TUIT, TUIT, TUIT, TUIT, TUIT, TUIT…
Un retirador pasó apurado por el pasillo y Cero lo siguió con la vista. En un sofamagina cercano al cuarentaño parecía haberle dejado de funcionar el corazón: mantenía los ojos abiertos, pero no se hallaba ninguna expresión en ellos que reflejase un mínimo resquicio de vida salvo la del miedo más aterrador. El retirador se colocó a un lado del sofamagina y de sus laterales salieron unas largas extensiones que se ajustaron por debajo y a lo largo y ancho del imagimuerto, desacoplando sin esfuerzo su cuerpo, izándole seguido para introducirle dentro de su estructura rectangular. Probablemente iría directo a la Imagineradora.
Cero dejó entonces de mirar al imagimuerto para centrarse en su propia pena.
―Nada es para siempre ―balbuceó repentinamente Cuatro.
Cero y Tres se sonrieron por la ocurrencia: ¡en qué estaría imaginando!, volviendo a aparentar una amistad que nunca había existido entre ellos. Y como a Cero tampoco es que le apeteciera mucho imaginar, no reprimió un curioso pensamiento en el que los hombres y las mujeres expresaban sus pensamientos con plena libertad sin miedo a ningún tipo de represalia. Y se echó a reír, hasta que el Controlador de silencio, que llevaba un largo rato en un completo silencio, le mandó guardar silencio.
―¡¡Un día es un día!! ―le replicó molesto, haciéndole un feo gesto con la mano para que se fuera a controlar a otra parte.
Pudo arrepentirse por su osadía, si bien a la máquina se le debió de fundir algún fusible porque no ejecutó ninguna orden de control, como habituaba a hacer en esas ocasiones. Simplemente, se limitó a decir, con voz metálica:
―Veinte horas: mil minutos, cincuenta mil segundos.
Y se fue rodando en silencio.
Cero encendió el fumadeseo: un día era eso, un día. El sofamagina se reclinó por sí mismo y su cuerpo se relajó flácidamente. Podía sentir cómo las agarraderas le abrazaban en espiral y dejó caer su peso sobre ellas, no siendo consciente en ningún momento de si tenía los ojos abiertos o cerrados. En su fumadeseada veía Mundimagina desde lo más alto del cielo como un mero observador, y por el horizonte divisó una colosal estructura que tenía por cabeza una gigantesca pantalla. Del pecho, metálico y cuadrado, le sobresalía lo que parecía ser un tubo que terminaba en forma de mazo y basculaba de arriba abajo. Caminaba el monstruo con doce largas y gruesas patas también de metal.

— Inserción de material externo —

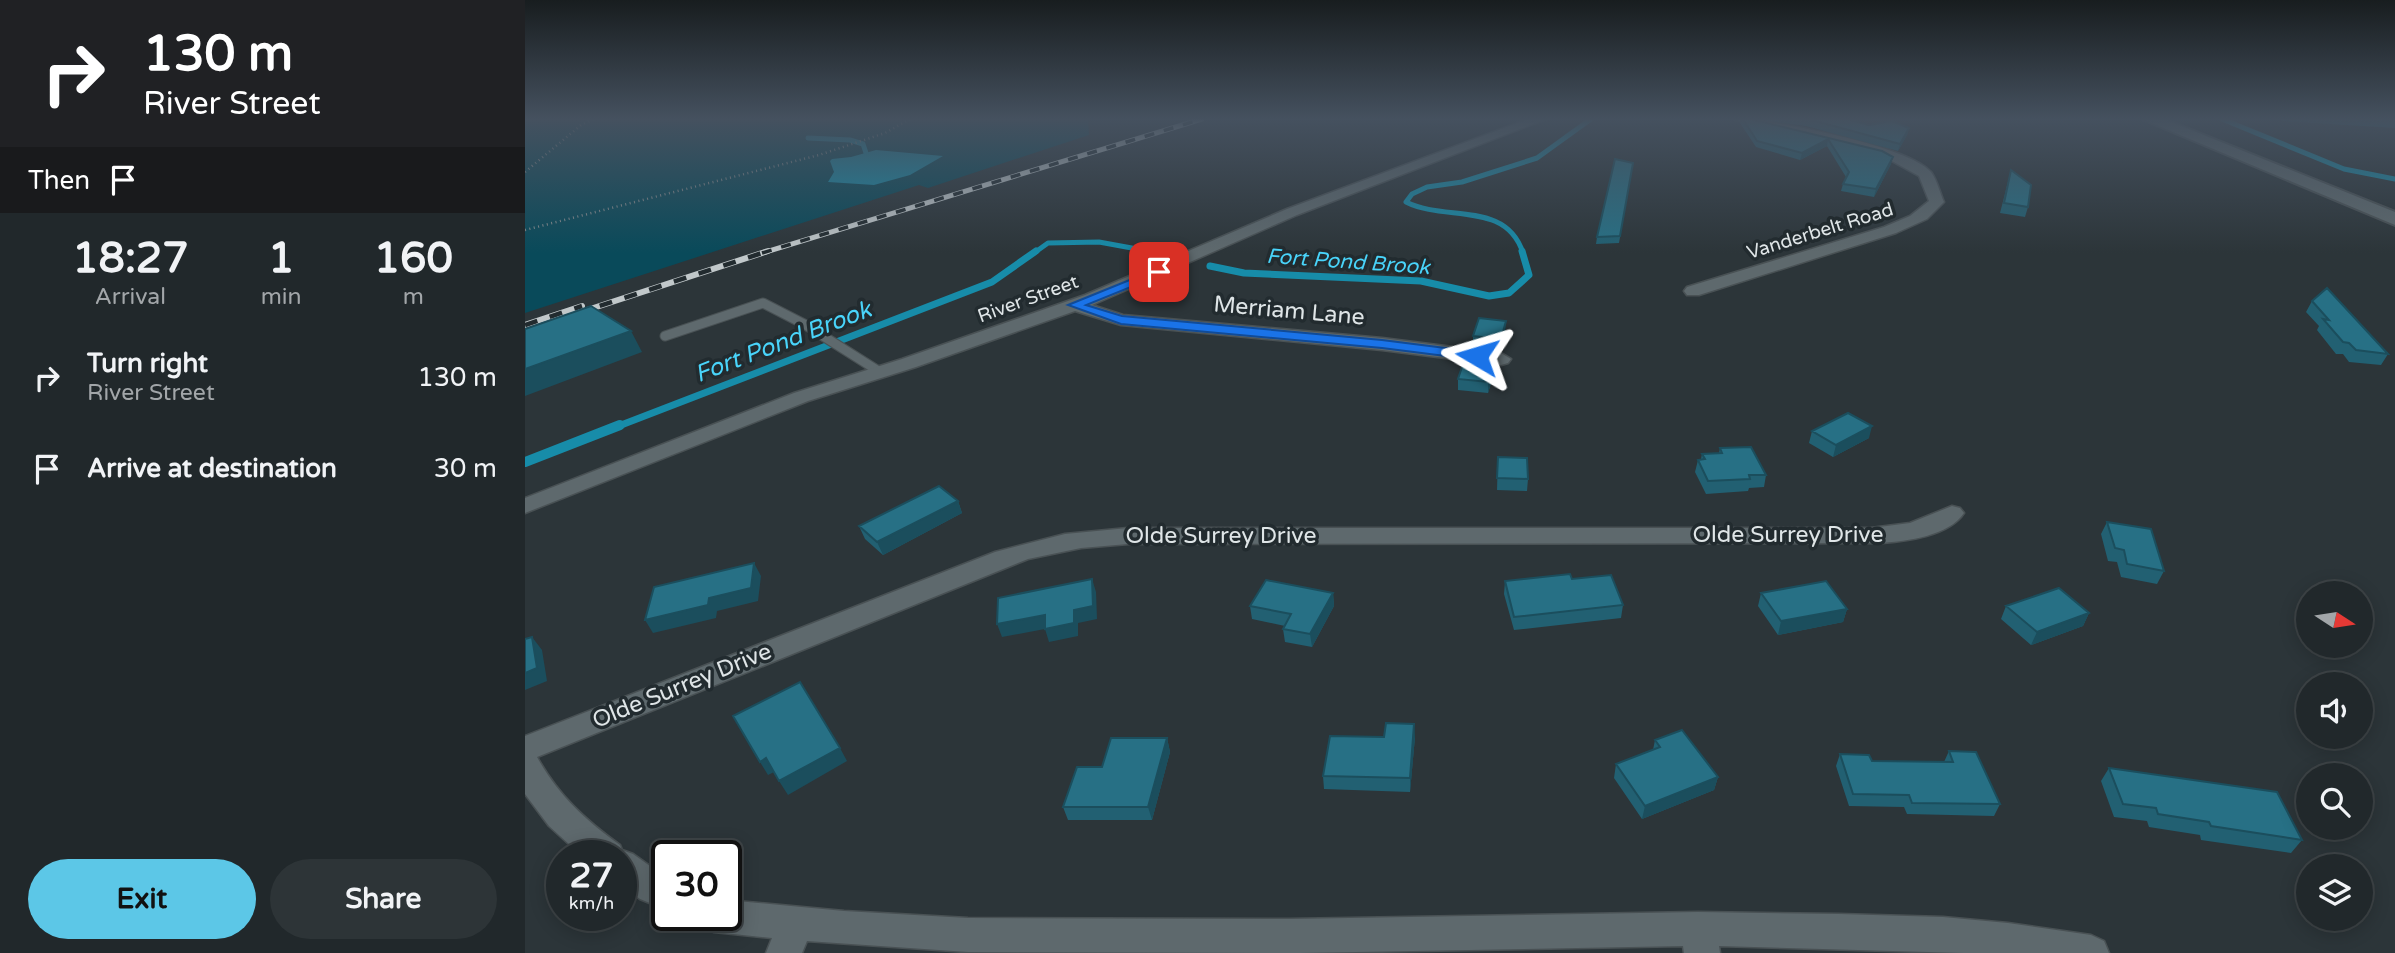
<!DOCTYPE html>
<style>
:root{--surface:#21282b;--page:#2d3437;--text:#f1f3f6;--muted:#a2a6a9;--line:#3e4447;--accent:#5cc7e7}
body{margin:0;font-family:"Varela Round",sans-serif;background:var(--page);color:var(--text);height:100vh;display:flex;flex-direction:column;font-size:26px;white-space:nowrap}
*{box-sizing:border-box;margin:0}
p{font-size:23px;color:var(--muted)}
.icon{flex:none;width:38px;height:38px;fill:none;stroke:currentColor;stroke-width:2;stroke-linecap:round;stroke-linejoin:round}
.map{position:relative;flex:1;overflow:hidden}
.panel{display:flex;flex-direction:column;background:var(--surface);width:525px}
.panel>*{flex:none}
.guide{background:#202124;color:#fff;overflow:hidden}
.needle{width:46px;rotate:102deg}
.fabs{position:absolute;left:1771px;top:581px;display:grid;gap:14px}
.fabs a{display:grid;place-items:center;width:77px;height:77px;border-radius:50%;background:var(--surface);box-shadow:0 4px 18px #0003,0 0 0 2px var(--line);font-size:35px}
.speed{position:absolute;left:21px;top:840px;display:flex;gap:14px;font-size:35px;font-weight:700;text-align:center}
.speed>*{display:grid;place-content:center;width:91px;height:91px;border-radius:50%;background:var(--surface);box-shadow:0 4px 18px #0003,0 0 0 2px var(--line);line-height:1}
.speed small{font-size:18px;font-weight:400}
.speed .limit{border:4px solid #111;border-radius:10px;background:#fff;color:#111}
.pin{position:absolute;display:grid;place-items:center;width:60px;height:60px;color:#fff;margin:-30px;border-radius:14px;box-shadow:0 4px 10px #0006}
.me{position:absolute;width:77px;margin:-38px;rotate:277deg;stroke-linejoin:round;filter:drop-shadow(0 0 5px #0008)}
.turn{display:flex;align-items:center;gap:24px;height:147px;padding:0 28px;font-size:32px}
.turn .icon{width:91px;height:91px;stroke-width:2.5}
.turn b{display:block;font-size:49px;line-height:60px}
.then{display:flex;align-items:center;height:66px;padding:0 28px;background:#0003;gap:14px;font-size:26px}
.eta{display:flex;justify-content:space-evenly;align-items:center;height:119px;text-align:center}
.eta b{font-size:42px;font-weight:700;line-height:49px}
.cta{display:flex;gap:14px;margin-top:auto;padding:14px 28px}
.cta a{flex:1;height:80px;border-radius:42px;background:var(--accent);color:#111;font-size:28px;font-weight:700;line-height:80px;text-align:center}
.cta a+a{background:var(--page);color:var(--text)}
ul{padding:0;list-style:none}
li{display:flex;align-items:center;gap:21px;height:91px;padding:0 28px}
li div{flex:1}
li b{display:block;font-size:26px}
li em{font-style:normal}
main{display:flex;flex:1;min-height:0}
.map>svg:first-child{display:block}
</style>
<main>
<section class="panel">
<div class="guide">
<div class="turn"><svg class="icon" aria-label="right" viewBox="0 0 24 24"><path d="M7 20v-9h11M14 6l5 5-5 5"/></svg><div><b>130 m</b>River Street</div></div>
<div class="then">Then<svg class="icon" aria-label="arrive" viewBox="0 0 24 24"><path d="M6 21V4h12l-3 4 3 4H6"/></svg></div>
</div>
<div class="eta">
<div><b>18:27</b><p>Arrival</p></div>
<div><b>1</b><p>min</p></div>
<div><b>160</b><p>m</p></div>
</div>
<ul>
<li><svg class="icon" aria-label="right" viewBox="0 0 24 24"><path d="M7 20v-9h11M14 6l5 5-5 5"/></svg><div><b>Turn right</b><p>River Street</p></div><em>130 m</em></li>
<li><svg class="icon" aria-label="arrive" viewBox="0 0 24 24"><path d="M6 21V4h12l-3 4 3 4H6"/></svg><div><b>Arrive at destination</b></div><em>30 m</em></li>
</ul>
<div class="cta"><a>Exit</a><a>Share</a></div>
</section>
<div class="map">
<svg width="1870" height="953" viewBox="0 0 1870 953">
<rect width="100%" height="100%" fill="#2c3539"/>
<path fill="#094a5a" d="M 0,119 L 563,119 L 564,135 L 403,188 L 394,185 L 0,313 Z"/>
<path fill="#178ca9" d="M 351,150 L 418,156 L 385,175 L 349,185 L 303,182 L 309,172 L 305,161 L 307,159 L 326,157 Z"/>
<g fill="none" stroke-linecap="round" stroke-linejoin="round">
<path stroke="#178ca9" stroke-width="5" d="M 1697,119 L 1819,169 L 1870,179
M 283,138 L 325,140 L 338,144 L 341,153
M 509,253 L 523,243 L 574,242 L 634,253
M 998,253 C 981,200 920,222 881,202 L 887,194 L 902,187 L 937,182 L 1012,158 L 1066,119"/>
<path stroke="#178ca9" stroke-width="7" d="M 625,251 L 646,255
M 685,266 L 719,273 L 896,281 L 964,296 L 984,293 L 1004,275 L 997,251
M 91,427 L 467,282 L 511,251"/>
<path stroke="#178ca9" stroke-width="10" d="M 0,462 L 95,425"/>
<defs>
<path id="service" d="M 140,336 L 238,303 L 279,324 L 355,372"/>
<path id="minor" d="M 1003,119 L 1021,119 L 772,215 L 567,305 L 598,315 L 857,338 L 976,353 L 986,359 L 983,363 L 976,365 L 857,350 L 596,325 L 550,311 L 391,367 L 283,401 L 0,513 L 0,498 L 269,393 L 377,359 L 560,295 L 762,209 Z
M 1208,119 C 1245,119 1382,145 1406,172 C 1412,180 1415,193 1419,202 L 1402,219 L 1371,233 L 1174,295 L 1162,295 L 1159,291 L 1162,287 L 1359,227 L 1385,216 L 1404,201 L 1394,176 L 1356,155 Z
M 1427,506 L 1435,508 L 1439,513 C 1424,536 1382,541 1357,543 L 603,544 L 556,548 L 503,559 L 12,757 C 33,795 60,820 95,845 L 97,850 L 108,854 L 142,878 L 142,910 L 115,899 L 96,885 L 96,856 L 57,856 L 24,826 L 0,794 L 0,736 L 470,552 L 540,534 L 603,528 L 1346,528 L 1385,523 Z
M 201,900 L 319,911 L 443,918 L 765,919 L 1173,912 L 1314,914 L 1418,917 L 1483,923 L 1566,935 L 1579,941 L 1584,953 L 1438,953 L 1194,946 L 1195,953 L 1159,953 L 1158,946 L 776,953 L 443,952 L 282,941 L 277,953 L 241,953 L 247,938 L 189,932 L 176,927 L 171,915 L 201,915 Z"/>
<path id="tertiary" d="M 1617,119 L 1639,119 L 1870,212 L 1870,225 Z"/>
</defs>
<use href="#service" stroke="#495154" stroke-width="11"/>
<use href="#minor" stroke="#495154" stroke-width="3"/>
<use href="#tertiary" stroke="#495154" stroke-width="4"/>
<path stroke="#878e91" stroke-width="2.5" stroke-dasharray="1 3.5" stroke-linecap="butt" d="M 0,172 L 56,125 L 69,119
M 0,230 L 294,155 L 360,133 L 385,119"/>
<use href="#service" stroke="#5e696d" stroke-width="9"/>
<use href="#minor" fill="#5e696d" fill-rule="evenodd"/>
<use href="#tertiary" fill="#5e696d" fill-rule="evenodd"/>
<defs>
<path id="rail-far1" d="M 237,253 L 677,119"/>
<path id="rail" d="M 50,314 L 243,251
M 0,325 L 57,306"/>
</defs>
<use href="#rail-far1" stroke="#c1c8ca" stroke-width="5"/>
<use href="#rail" stroke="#c1c8ca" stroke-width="6"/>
<use href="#rail-far1" stroke="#222b2f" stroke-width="3.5" stroke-dasharray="10" stroke-linecap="butt"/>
<use href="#rail" stroke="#222b2f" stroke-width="4.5" stroke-dasharray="13" stroke-linecap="butt"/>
</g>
<path fill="#226072" d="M 1216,119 L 1357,151 L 1366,164 L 1349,197 L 1316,191 L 1318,184 L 1321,177 L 1302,146 L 1275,160 L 1231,147 L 1215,123 Z
M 1230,119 L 1322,119 L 1344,125 L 1384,128 L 1382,135 L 1373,151 L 1281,126 Z
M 1756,119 L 1870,119 L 1870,128 L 1758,121 Z
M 1108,163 L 1094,243 L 1071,244 L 1072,237 Z
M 1486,170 L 1503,207 L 1500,217 L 1475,213 Z
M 1787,301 L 1863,354 L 1856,365 L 1824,362 L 1818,354 L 1811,354 L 1792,330 L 1794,326 L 1781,312 Z
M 980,332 L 975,350 L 948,347 L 948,336 Z
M 971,356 L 971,367 L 963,393 L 933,390 L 933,379 Z
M 1287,431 L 1344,438 L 1308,457 L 1284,443 Z
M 1195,448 L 1241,475 L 1239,487 L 1224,488 L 1223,491 L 1181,494 L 1170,472 L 1173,460 L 1176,459 L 1177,454 L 1194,453 Z
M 973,457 L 1003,479 L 1002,491 L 972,490 Z
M 433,501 L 437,513 L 358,555 L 340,539 L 334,526 Z
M 1582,522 L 1639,571 L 1632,584 L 1596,577 L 1592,562 L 1583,561 L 1576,534 Z
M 1047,579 L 1098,605 L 1096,618 L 989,630 L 979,594 L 980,581 Z
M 808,593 L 809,606 L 787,647 L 760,642 L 758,629 L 760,626 L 727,619 L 725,606 Z
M 1236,593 L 1322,609 L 1318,622 L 1253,635 L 1233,606 Z
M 1481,606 L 1564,613 L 1558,626 L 1506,645 L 1476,619 Z
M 890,737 L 885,792 L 799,789 L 798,776 Z
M 642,738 L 645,752 L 627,820 L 543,820 L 538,807 Z
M 1130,740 L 1193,777 L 1189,790 L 1117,819 L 1089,778 L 1091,764 L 1128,750 Z
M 1424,751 L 1475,804 L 1469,816 L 1382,814 L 1379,807 L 1324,806 L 1311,766 L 1315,754 L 1347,761 L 1419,762 Z
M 1584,768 L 1777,840 L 1766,853 L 1676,840 L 1675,835 L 1624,827 L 1622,821 L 1589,817 L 1576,781 Z"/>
<path fill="#1b4e5d" d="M 1384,128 L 1382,135 L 1373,151 L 1375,144 Z
M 1303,139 L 1302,146 L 1275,160 L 1277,153 Z
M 1368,157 L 1366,164 L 1349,197 L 1351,189 Z
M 981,321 L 980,332 L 975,350 L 976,339 Z
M 106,331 L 117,352 L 0,396 L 0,369 Z
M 971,356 L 971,367 L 963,393 L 963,382 Z
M 1347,426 L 1344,438 L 1308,457 L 1311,445 Z
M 433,501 L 437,513 L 358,555 L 352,542 Z
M 229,563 L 236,576 L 233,601 L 192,611 L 191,618 L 128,633 L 120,620 L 184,598 Z
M 567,579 L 571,592 L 572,619 L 553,623 L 553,636 L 524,642 L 520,629 Z
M 808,593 L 809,606 L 787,647 L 785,634 Z
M 1322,609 L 1318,622 L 1253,635 L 1256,621 Z
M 1564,613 L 1558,626 L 1506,645 L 1512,632 Z
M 520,615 L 525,628 L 477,637 L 472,624 Z
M 7,637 L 17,650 L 22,681 L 0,690 L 0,673 Z
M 889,724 L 890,737 L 885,792 L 885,778 Z
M 642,738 L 645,752 L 627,820 L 623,807 Z
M 315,748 L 322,761 L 263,795 L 254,781 Z
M 241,758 L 249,772 L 243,775 L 235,762 Z
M 1193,777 L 1189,790 L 1117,819 L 1120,806 Z"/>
<path fill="#277085" stroke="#1b4e5d" stroke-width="2" d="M 1218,119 L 1225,119 L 1357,151 L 1368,157 L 1351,189 L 1318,184 L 1324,172 L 1303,139 L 1277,153 L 1232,141 Z
M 1283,119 L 1322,119 L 1344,125 L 1367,121 L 1384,128 L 1375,144 Z
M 1090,159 L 1108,163 L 1095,236 L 1072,237 Z
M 1486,170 L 1506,185 L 1503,207 L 1479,203 Z
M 1802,288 L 1863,354 L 1831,350 L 1824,343 L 1818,342 L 1798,319 L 1804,320 L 1787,301 Z
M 66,306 L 106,331 L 0,369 L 0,329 Z
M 954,318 L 981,321 L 976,339 L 948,336 Z
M 942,352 L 971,356 L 963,382 L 933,379 Z
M 1323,413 L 1347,426 L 1311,445 L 1287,431 Z
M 1226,447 L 1241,475 L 1224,475 L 1225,479 L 1183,481 L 1173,460 L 1180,459 L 1177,454 L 1197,453 L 1195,448 Z
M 973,457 L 1002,458 L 1003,479 L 972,478 Z
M 414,486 L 433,501 L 352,542 L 334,526 Z
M 1582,522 L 1626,529 L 1639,571 L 1602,564 L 1599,550 L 1590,548 Z
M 229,563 L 226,588 L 184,598 L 183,605 L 120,620 L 129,587 Z
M 1045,574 L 1047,579 L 1086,575 L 1098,605 L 989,617 L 980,581 Z
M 567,579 L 568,606 L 549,610 L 549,623 L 520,629 L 520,615 L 472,624 L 473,598 Z
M 741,580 L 808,593 L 785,634 L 758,629 L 766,614 L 725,606 Z
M 1301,581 L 1322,609 L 1256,621 L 1236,593 Z
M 1534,588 L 1564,613 L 1512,632 L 1481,606 Z
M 7,637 L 12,668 L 0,673 L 0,639 Z
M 275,682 L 315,748 L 254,781 L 241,758 L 235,762 L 208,716 Z
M 861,723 L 889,724 L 885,778 L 798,776 L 805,736 L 859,737 Z
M 1157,730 L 1193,777 L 1120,806 L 1091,764 L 1135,747 L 1130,740 Z
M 586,738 L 642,738 L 623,807 L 538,807 L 552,767 L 577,767 Z
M 1424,751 L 1451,752 L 1475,804 L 1387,803 L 1384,795 L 1328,794 L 1315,754 L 1344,755 L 1347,761 L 1428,762 Z
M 1584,768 L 1752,792 L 1777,840 L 1686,826 L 1684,822 L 1633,814 L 1631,808 L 1598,804 Z"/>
<linearGradient id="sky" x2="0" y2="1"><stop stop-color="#181d1f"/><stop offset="0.47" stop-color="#45515f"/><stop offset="1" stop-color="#45515f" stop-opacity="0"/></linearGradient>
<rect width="1870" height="253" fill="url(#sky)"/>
<path fill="#1a73e8" stroke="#114b97" stroke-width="2" d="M 634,268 L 638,269 L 638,274 L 561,305 L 597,316 L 857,340 L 952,352 L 959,356 L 952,360 L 857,348 L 596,324 L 543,305 Z"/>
<g text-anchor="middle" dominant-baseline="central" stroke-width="7" stroke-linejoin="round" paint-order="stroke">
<g font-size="19" fill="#dfe5e7" stroke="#222b2f">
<text transform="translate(1295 231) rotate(-17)">Vanderbelt Road</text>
<text transform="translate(503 299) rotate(-20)">River Street</text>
</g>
<g font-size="21" font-style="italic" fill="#49d4fa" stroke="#222b2f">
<text transform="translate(823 262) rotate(4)">Fort Pond Brook</text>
</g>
<g font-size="23" fill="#dfe5e7" stroke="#222b2f">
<text transform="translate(764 311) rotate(5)">Merriam Lane</text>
<text x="1263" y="535">Olde Surrey Drive</text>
<text x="696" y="536">Olde Surrey Drive</text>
<text transform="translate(157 686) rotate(-22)">Olde Surrey Drive</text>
</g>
<g font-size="24" font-style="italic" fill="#49d4fa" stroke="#222b2f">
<text transform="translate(258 342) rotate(-21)">Fort Pond Brook</text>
</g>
</g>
</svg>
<div class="fabs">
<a><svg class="needle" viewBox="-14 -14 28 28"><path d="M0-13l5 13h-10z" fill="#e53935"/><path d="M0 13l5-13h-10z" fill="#a2a6a9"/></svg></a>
<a><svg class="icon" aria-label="sound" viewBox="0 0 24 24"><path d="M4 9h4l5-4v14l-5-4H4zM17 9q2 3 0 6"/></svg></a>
<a><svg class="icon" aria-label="search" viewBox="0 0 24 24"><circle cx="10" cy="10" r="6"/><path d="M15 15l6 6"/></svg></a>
<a><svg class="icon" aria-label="layers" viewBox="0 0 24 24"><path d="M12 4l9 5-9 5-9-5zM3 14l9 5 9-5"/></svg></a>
</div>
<div class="speed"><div>27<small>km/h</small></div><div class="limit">30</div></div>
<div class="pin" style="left:634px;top:272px;background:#d93025"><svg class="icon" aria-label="arrive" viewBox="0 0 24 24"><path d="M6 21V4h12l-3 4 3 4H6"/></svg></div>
<svg class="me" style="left:952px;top:356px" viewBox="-20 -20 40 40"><path d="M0-17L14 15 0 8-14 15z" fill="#1a73e8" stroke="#fff" stroke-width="4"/></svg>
</div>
</main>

Primero destrozó el Casino, lugar de sus recuerdos infantiles. Y del modo más violento que pudo imaginar, los premaginarios y las premaginarias salieron por los aires despedidos a patadas. Esperó a que tocaran suelo para espachurrarles con la base del mazo. Hizo lo mismo con el Gran Salocio. A los mundimaginarios que se libraron de primeras, y que corrían despavoridos en todas direcciones, los aplastó también. Después, redujo a escombros el Gran Mundilugar cayendo encima de él con todo su peso, usando entonces toda la rabia de su imaginación para destruir el Imaginocio.
Chapoteaba en su delirio mental dentro de un río rojo por el que flotaban cráneos, miles y miles de cráneos. La ciudad humeaba devorada por las llamas y dentro de la pantalla no podía verse la cara de sádico que le desencajaba el gesto. Se hubiera asustado de sí mismo.
Finalmente, en su descontrol emocional explotó.
Sentía náuseas al salir y se guardó el vómito de camino a su mundilugar. Tenía la impresión de que estaba siendo observado, pero tampoco sabía con certeza si había gente a su alrededor o caminaba solo. Se creía objeto de una persecución imaginaria. Apenas podía levantar la vista del suelo y en su frente cientos de nubarrones grises descargaban terribles rayos de dolor. ¡No lo volveré a hacer!, malapensaba a cada paso del camino que se le hacía eterno. Y se echaba en cara haber sido tan débil, con una voz que era la de su parte censora y, por censora, la más cruel.